Collected data entries
====

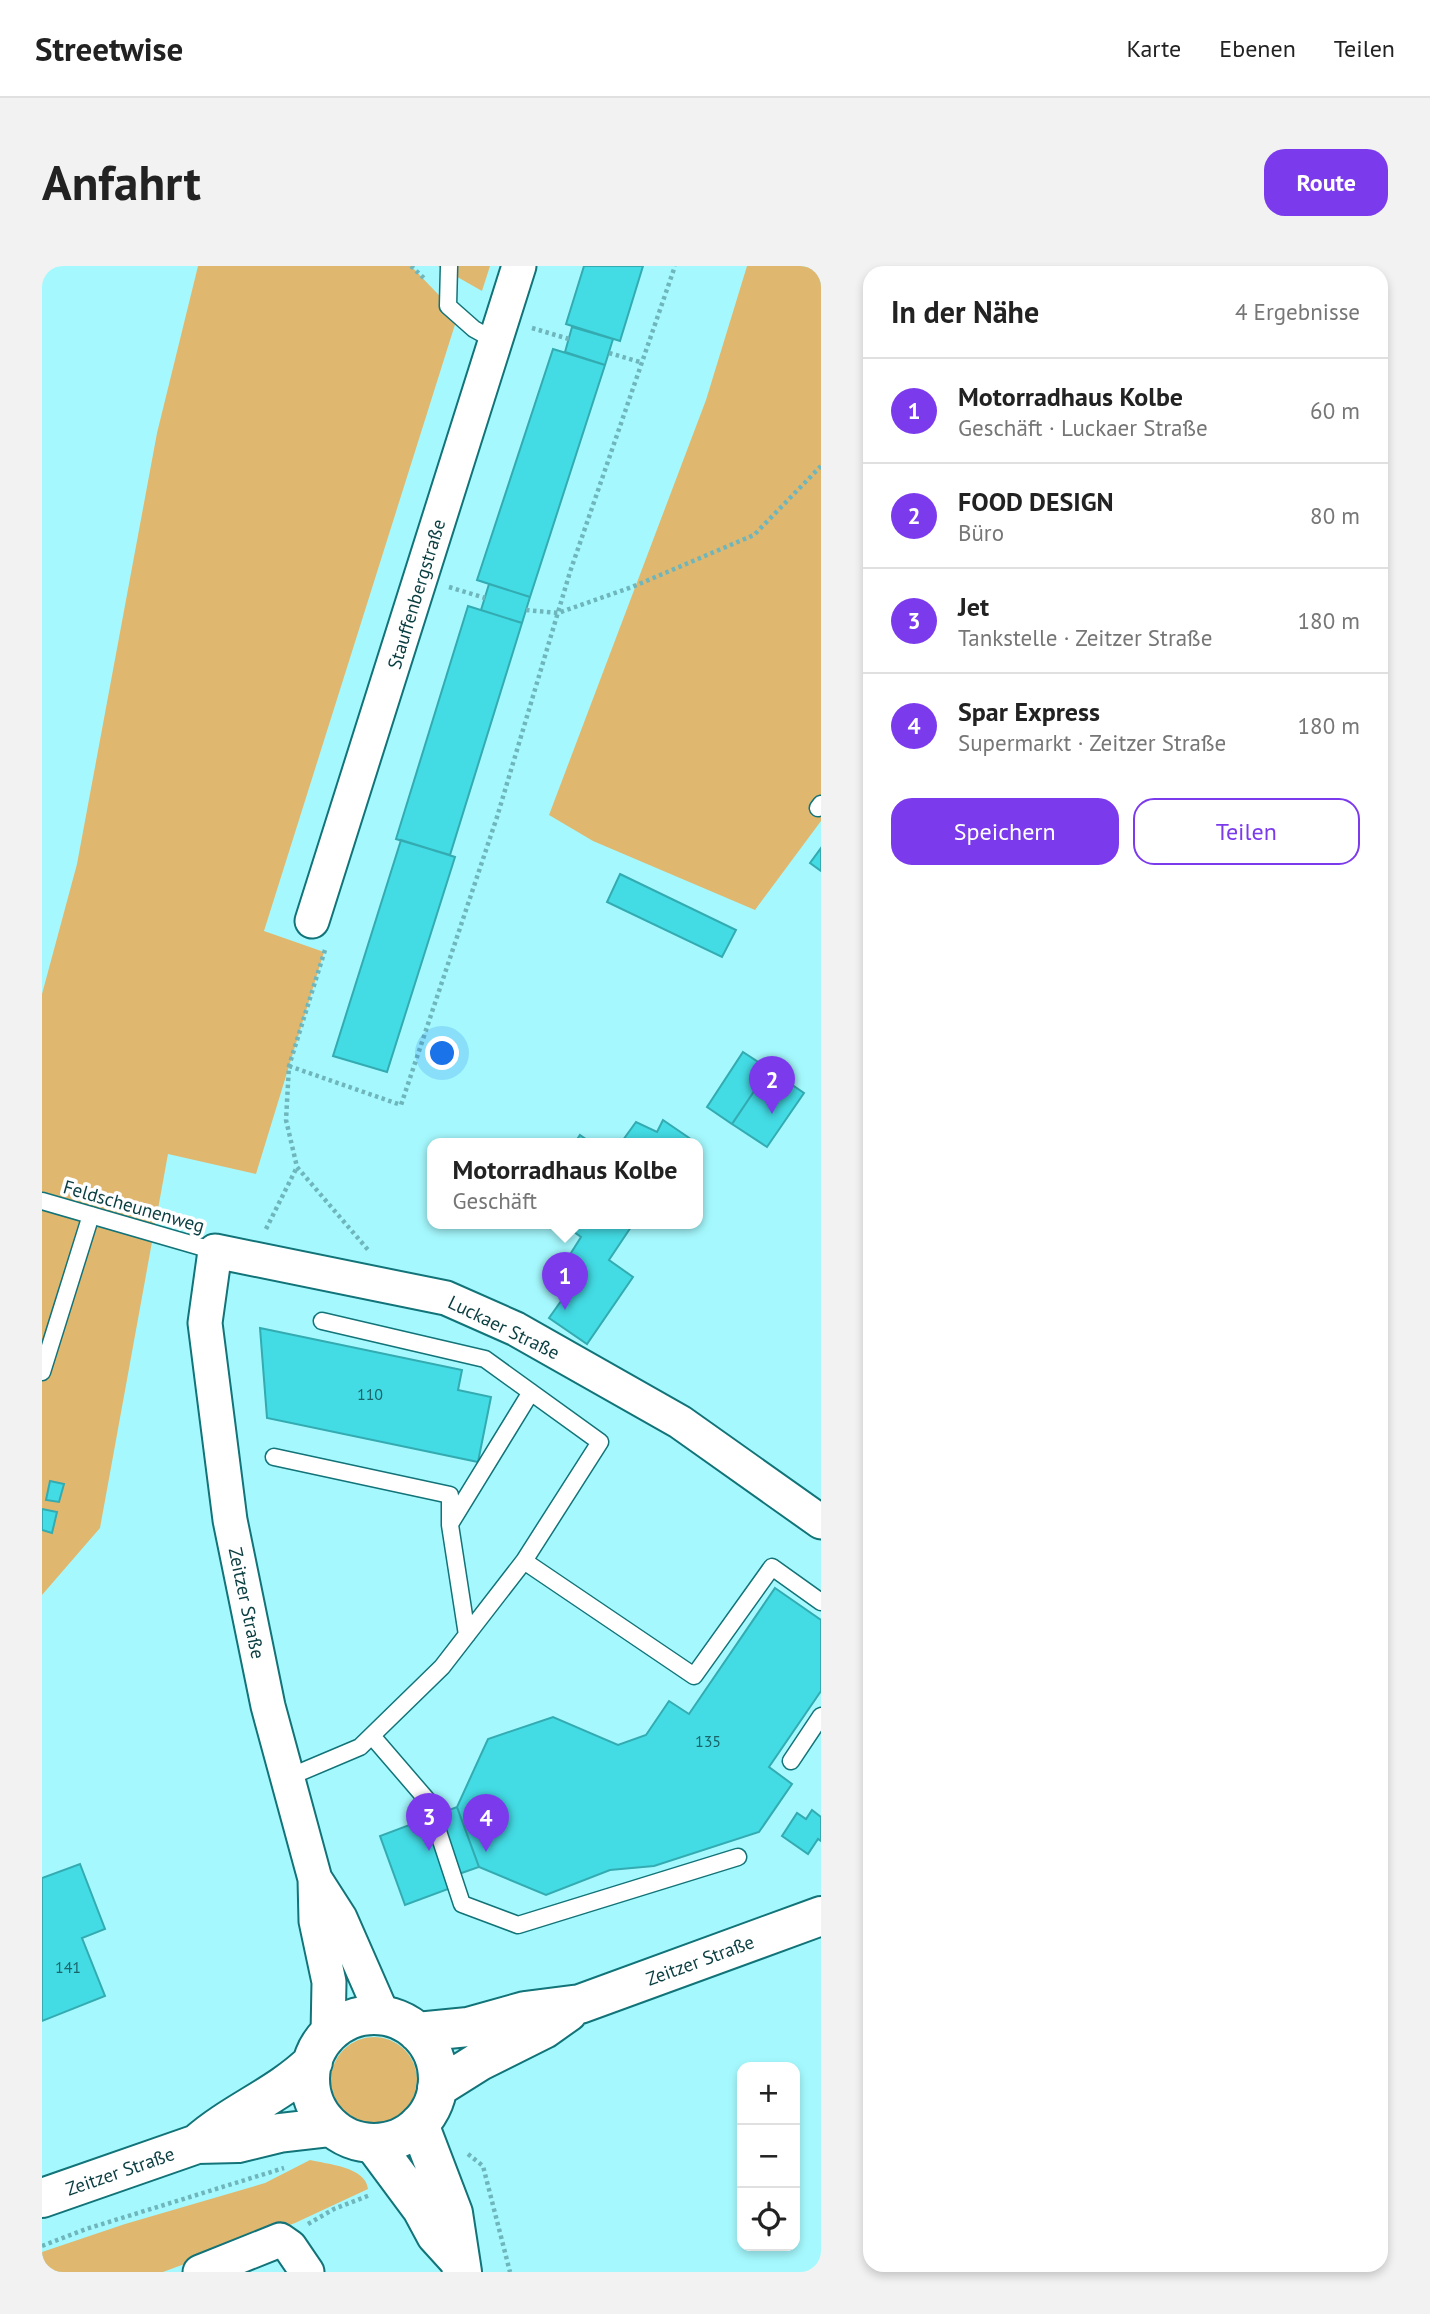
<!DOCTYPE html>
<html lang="de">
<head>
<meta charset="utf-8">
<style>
  :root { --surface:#fff; --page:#f2f2f2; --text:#222; --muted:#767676; --line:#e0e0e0; --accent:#7c3aed }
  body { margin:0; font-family:"PT Sans",sans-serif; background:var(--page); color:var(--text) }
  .controls { position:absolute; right:21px; bottom:21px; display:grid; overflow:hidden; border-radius:14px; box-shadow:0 4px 10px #0003 }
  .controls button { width:63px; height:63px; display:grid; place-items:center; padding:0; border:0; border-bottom:2px solid var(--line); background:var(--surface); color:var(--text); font:35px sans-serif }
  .you { position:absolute; left:401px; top:788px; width:24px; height:24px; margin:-18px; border:5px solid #fff; border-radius:50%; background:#1a73e8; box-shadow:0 0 0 10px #1a73e833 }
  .badge { display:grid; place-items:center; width:46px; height:46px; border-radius:50%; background:var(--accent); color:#fff; font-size:23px; font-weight:700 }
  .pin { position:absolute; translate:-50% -58px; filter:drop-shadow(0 2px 4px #0008) }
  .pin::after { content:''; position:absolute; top:37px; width:24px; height:21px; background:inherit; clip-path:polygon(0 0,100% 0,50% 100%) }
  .popup { position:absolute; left:385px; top:872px; width:276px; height:91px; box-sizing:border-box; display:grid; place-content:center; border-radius:14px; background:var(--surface); filter:drop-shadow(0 2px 5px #0005); font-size:23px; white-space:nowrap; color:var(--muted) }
  .popup b { font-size:26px; color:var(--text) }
  .popup::after { content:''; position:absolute; left:50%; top:100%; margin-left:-14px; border:14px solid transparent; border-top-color:var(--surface) }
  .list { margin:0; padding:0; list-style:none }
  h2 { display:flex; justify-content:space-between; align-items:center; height:91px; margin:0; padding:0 28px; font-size:30px }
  h2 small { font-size:23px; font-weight:400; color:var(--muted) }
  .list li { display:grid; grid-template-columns:46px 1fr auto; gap:21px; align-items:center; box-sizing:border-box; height:105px; padding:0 28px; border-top:2px solid var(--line) }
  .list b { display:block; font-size:26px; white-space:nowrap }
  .list p { margin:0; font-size:23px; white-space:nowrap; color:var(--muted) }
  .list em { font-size:23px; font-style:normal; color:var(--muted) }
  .actions { display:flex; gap:14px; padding:21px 28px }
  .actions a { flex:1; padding:16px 0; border:2px solid var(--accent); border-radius:21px; text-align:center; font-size:24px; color:var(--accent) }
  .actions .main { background:var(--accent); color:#fff }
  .icon { flex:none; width:38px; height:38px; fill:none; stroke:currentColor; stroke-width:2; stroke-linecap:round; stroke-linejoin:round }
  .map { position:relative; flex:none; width:779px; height:2006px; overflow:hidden; border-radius:21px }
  header { display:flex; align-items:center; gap:42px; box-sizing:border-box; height:98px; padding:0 35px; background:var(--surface); border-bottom:2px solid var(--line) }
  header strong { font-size:33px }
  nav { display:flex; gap:38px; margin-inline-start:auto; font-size:24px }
  .intro { display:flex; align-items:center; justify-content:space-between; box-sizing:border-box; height:168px; padding:0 42px }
  h1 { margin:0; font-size:49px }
  .button { padding:18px 32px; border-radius:21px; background:var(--accent); color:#fff; font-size:24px; font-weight:700 }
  main { display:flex; gap:42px; padding:0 42px }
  aside { flex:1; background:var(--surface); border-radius:21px; box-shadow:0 4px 10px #0003 }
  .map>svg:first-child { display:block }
</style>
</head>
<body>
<header>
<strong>Streetwise</strong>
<nav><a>Karte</a><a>Ebenen</a><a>Teilen</a></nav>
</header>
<div class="intro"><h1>Anfahrt</h1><a class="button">Route</a></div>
<main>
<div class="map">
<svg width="779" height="2006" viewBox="0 0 779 2006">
  <rect width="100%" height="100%" fill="#a5f9fe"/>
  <!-- green -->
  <path fill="#e0b76f" d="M156,0H369L416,49L222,665L282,686L214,908L126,888L58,1262L0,1329V728L35,598L115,167Z
    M396,0H448L440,25Z
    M705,0H779V555L713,644L551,575L507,549L664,134Z
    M289 1814a43 43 0 1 1 86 0a43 43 0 1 1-86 0Z
    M268,1894C285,1898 324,1901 326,1923L253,1957L121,2006H0V1986L83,1958L223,1917Z"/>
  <!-- building -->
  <path fill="#43dbe4" stroke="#33abb1" stroke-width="2" d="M542,0H601L578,75L524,58Z
    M530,61L571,73L563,99L523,86Z
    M511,83L563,99L488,331L435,314Z
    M447,318L488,331L480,357L439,344Z
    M426,340L480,357L408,589L354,573Z
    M359,574L413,591L345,806L291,790Z
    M779,582V605L768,597Z
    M578,608L694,664L680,691L565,636Z
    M701,786L727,803L690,858L665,841Z
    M727,803L762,827L725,881L690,858Z
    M621,854L656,878H586L581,874L594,856L615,866Z
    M538,869L551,878H532Z
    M521,958H591L567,994L591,1011L545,1078L507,1052L529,1021L517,1006L539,971Z
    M218,1062L420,1104L416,1124L449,1131L436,1196L225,1152Z
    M8,1215L22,1218L17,1236L4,1234Z
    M0,1243L15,1246L10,1267L0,1264Z
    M733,1322L779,1354V1425L727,1501L750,1518L717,1566L612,1600L568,1604L504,1629L437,1601L415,1541L446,1473L511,1451L576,1479L604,1469L627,1435L647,1448Z
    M415,1541L437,1601L414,1609L417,1619L363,1639L338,1570Z
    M770,1544L779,1551V1575L776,1573L766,1588L740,1570L755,1547L764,1553Z
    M38,1598L63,1663L40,1672L63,1730L0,1755V1612Z"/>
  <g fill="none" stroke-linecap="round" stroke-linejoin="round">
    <!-- lane casing -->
    <g stroke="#127378" stroke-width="19">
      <path id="lane" d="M407,0L406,40L432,63L452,74
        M776,542L779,538
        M0,935L173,985
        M0,1106L49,949
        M232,1191L408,1229V1259L425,1369
        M408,1258L489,1126
        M482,1295L652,1410L730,1301L779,1336
        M330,1470L386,1535L420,1638L476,1659L696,1591
        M749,1495L779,1450
        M247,1511L318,1481L400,1401L482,1295L558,1176L443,1093L280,1055"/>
    </g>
    <!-- street casing -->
    <g stroke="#127378" stroke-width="37">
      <path id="street" d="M270,655L477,0
        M273,1613L298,1652L341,1750
        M286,1769L287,1716L274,1655L273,1613L226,1440L188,1254L163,1057L173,985L404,1032L474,1063L638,1156L779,1256
        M158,2006L238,1974L248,1981L265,2006"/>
    </g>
    <!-- secondary casing -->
    <g stroke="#127378" stroke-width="42">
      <path id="secondary" d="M377,1858L411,1947L420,2006
        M331,1877L380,1943L394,1969L414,1991"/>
    </g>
    <!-- primary casing -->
    <g stroke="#127378" stroke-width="42">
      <path id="primary" d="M268 1813a64 64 0 1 1 128 0a64 64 0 1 1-128 0Z
        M375,1766L426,1761L483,1745L538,1738L779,1650
        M395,1822L438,1795L502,1763L526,1746
        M155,1878C191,1846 236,1830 271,1796
        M0,1932L155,1878L196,1877L237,1867L289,1861"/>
    </g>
    <!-- path -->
    <path stroke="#6eb6bb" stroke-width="4.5" stroke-dasharray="3.5 3.5" stroke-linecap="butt" d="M369,0L384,14
      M490,62L527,73
      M567,87L598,96
      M407,321L443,332
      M484,344L516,347L590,321L712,269L779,200
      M283,684L247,800L244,854L255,901L327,985
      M247,800L359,839L455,551L528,306L633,0
      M224,963L255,901
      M426,1888L441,1900L468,2006
      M266,1958L292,1943L328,1929
      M0,1980L44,1963L242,1902"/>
    <!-- lane -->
    <use href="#lane" stroke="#fff" stroke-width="16"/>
    <!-- street -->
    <use href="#street" stroke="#fff" stroke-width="33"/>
    <!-- secondary -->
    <use href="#secondary" stroke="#fff" stroke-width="38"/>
    <!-- primary -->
    <use href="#primary" stroke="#fff" stroke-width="38"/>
  </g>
  <g text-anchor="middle" stroke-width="7" stroke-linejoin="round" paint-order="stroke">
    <!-- number labels -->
    <g font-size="16" fill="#19656a">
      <text x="328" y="1134">110</text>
      <text x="666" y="1481">135</text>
      <text x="26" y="1707">141</text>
    </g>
    <!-- street labels -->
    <g font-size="19" fill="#0b3e41" stroke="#fff">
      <text transform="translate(374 328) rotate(-73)" y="7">Stauffenbergstraße</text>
      <text transform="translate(92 940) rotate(16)" y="7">Feldscheunenweg</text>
      <text transform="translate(462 1061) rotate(26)" y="7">Luckaer Straße</text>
      <text transform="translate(205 1337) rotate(78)" y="7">Zeitzer Straße</text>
      <text transform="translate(658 1694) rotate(-20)" y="7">Zeitzer Straße</text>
      <text transform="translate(78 1905) rotate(-19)" y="7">Zeitzer Straße</text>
    </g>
  </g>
</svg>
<div class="controls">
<button>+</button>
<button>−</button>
<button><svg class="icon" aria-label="locate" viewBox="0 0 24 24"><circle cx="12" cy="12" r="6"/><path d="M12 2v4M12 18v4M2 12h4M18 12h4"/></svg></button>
</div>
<div class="you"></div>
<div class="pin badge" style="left:523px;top:1044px">1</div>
<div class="popup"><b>Motorradhaus Kolbe</b>Geschäft</div>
<div class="pin badge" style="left:730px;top:848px">2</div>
<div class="pin badge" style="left:387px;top:1585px">3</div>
<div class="pin badge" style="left:444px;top:1586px">4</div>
</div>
<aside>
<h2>In der Nähe<small>4 Ergebnisse</small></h2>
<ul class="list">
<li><span class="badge">1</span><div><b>Motorradhaus Kolbe</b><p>Geschäft · Luckaer Straße</p></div><em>60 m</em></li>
<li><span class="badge">2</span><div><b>FOOD DESIGN</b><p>Büro</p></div><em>80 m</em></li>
<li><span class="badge">3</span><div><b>Jet</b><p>Tankstelle · Zeitzer Straße</p></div><em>180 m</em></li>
<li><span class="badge">4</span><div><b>Spar Express</b><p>Supermarkt · Zeitzer Straße</p></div><em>180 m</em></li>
</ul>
<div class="actions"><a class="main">Speichern</a><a>Teilen</a></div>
</aside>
</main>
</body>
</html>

====

* _Your instructions_
From the line that has "M621,854L656,878H586L581,874L594,856L615,866Z" through the line that has "M232,1191L408,1229V1259L425,1369", copy every line exactly as it appears above, and leave out all others.

* _Your solution_
    M621,854L656,878H586L581,874L594,856L615,866Z
    M538,869L551,878H532Z
    M521,958H591L567,994L591,1011L545,1078L507,1052L529,1021L517,1006L539,971Z
    M218,1062L420,1104L416,1124L449,1131L436,1196L225,1152Z
    M8,1215L22,1218L17,1236L4,1234Z
    M0,1243L15,1246L10,1267L0,1264Z
    M733,1322L779,1354V1425L727,1501L750,1518L717,1566L612,1600L568,1604L504,1629L437,1601L415,1541L446,1473L511,1451L576,1479L604,1469L627,1435L647,1448Z
    M415,1541L437,1601L414,1609L417,1619L363,1639L338,1570Z
    M770,1544L779,1551V1575L776,1573L766,1588L740,1570L755,1547L764,1553Z
    M38,1598L63,1663L40,1672L63,1730L0,1755V1612Z"/>
  <g fill="none" stroke-linecap="round" stroke-linejoin="round">
    <!-- lane casing -->
    <g stroke="#127378" stroke-width="19">
      <path id="lane" d="M407,0L406,40L432,63L452,74
        M776,542L779,538
        M0,935L173,985
        M0,1106L49,949
        M232,1191L408,1229V1259L425,1369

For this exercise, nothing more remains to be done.